Benzodiazepines like Valium and Xanax are often prescribed to treat anxiety, insomnia and seizures. While these drugs can be effective as a short-term treatment, researchers are trying to better understand the impact of benzodiazepines after extended use. Some experts believe long-term use of the medication may influence inflammation levels in our bodies, as previous research has shown that benzodiazepines may increase the risk of developing or worsening inflammatory conditions, like lung inflammation and inflammatory bowel disease. For years, experts have tried with little success to better understand the molecular mechanisms that may be driving these side effects. 

Now, a research team led by Virginia Commonwealth University and Columbia University has gained novel insights into a protein suspected to be involved in benzodiazepine-related inflammation. Their findings, published in PNAS, could inform strategies to improve benzodiazepine drug design as well as open new opportunities for treating inflammation-related conditions, including certain cancers, arthritis, Alzheimer’s disease and multiple sclerosis.

“Numerous attempts have been made to determine the structure and elucidate the function of this mysterious membrane protein family,” said Youzhong Guo, PhD, associate professor in medicinal chemistry and one of the lead researchers of the new study. “Now, after decades of research, we finally have promising evidence that resolves some of the mysteries around this protein and could be crucial for advancing benzodiazepine drug design.” 

Benzodiazepines produce their therapeutic effect by binding with GABA_A receptors in the brain; however, the drug has an equally strong affinity to human mitochondrial tryptophan-rich sensory proteins (HsTSPO1), located on the outer membrane of mitochondria in cells. This type of protein is linked to several neurodegenerative diseases, including Alzheimer’s, and researchers have suspected that HsTSPO1 may be involved in certain side effects of benzodiazepine drugs.

Both the structure and function of this protein family have been debated within the scientific community, inhibiting efforts to understand its role in disease and develop effective therapeutics. Many scientists have theorised that HsTSPO1’s potential function is transporting cholesterol across membranes to regulate the development of steroid hormones. But Guo and Wayne Hendrickson, PhD, biochemistry professor at Columbia’s Vagelos College of Physicians and Surgeons and co-author of the new study, believed that HsTSPO1 is more likely to have a different function. 

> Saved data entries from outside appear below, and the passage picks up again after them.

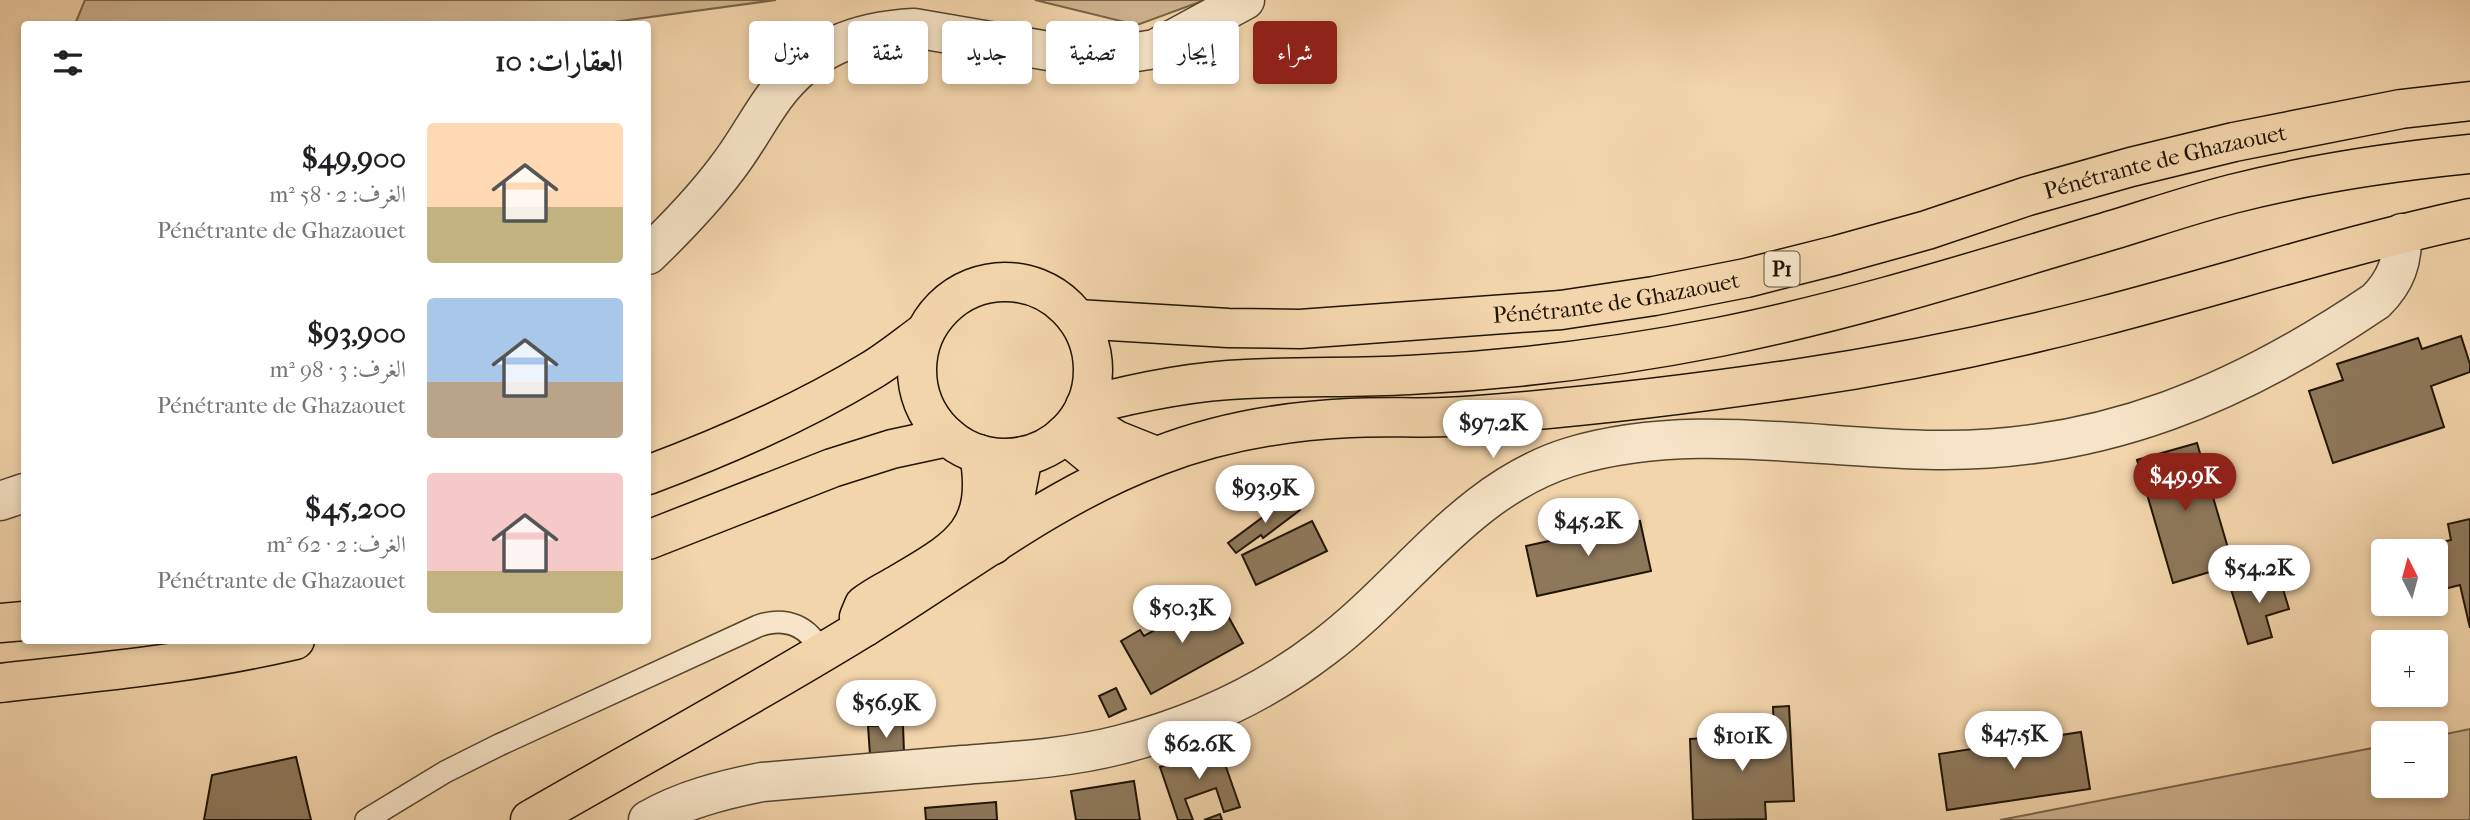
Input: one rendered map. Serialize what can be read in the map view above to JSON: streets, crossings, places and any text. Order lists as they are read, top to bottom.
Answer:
{
  "streets": {
    "main road": ["Pénétrante de Ghazaouet", "P1"]
  },
  "north": "top",
  "page": {
    "chip": [
      "شراء",
      "إيجار",
      "تصفية",
      "جديد",
      "شقة",
      "منزل"
    ],
    "heading": "العقارات: 10",
    "list": [
      {
        "name": "$49,900",
        "note": "الغرف: 2 · 58 m² · Pénétrante de Ghazaouet"
      },
      {
        "name": "$93,900",
        "note": "الغرف: 3 · 98 m² · Pénétrante de Ghazaouet"
      },
      {
        "name": "$45,200",
        "note": "الغرف: 2 · 62 m² · Pénétrante de Ghazaouet"
      }
    ],
    "price": [
      "$97.2K",
      "$49.9K",
      "$93.9K",
      "$45.2K",
      "$54.2K",
      "$50.3K",
      "$56.9K",
      "$47.5K",
      "$101K",
      "$62.6K"
    ],
    "map_buttons": ["+", "−"]
  }
}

“Tryptophan-rich sensory proteins like HsTSPO1 are found in all forms of life, from bacteria and plants to animals and humans,” said Guo, who also serves on research faculty at the VCU Center for Drug Discovery. “We know that this type of protein functions as enzymes in bacteria, and when you consider evolutionary theory, the same type of protein is likely to be an enzyme in humans as well.” 

HsTSPO1’s structure has remained unresolved for so long in part because of the methods used to analyze membrane proteins. The membrane of cells and organelles like mitochondria are composed of a lipid bilayer, with proteins either attached to or embedded within the structure. Researchers use detergents to extract and stabilize these proteins. However, the process can interfere with protein-lipid interactions that are often essential for the structural stability and functionality of these proteins. 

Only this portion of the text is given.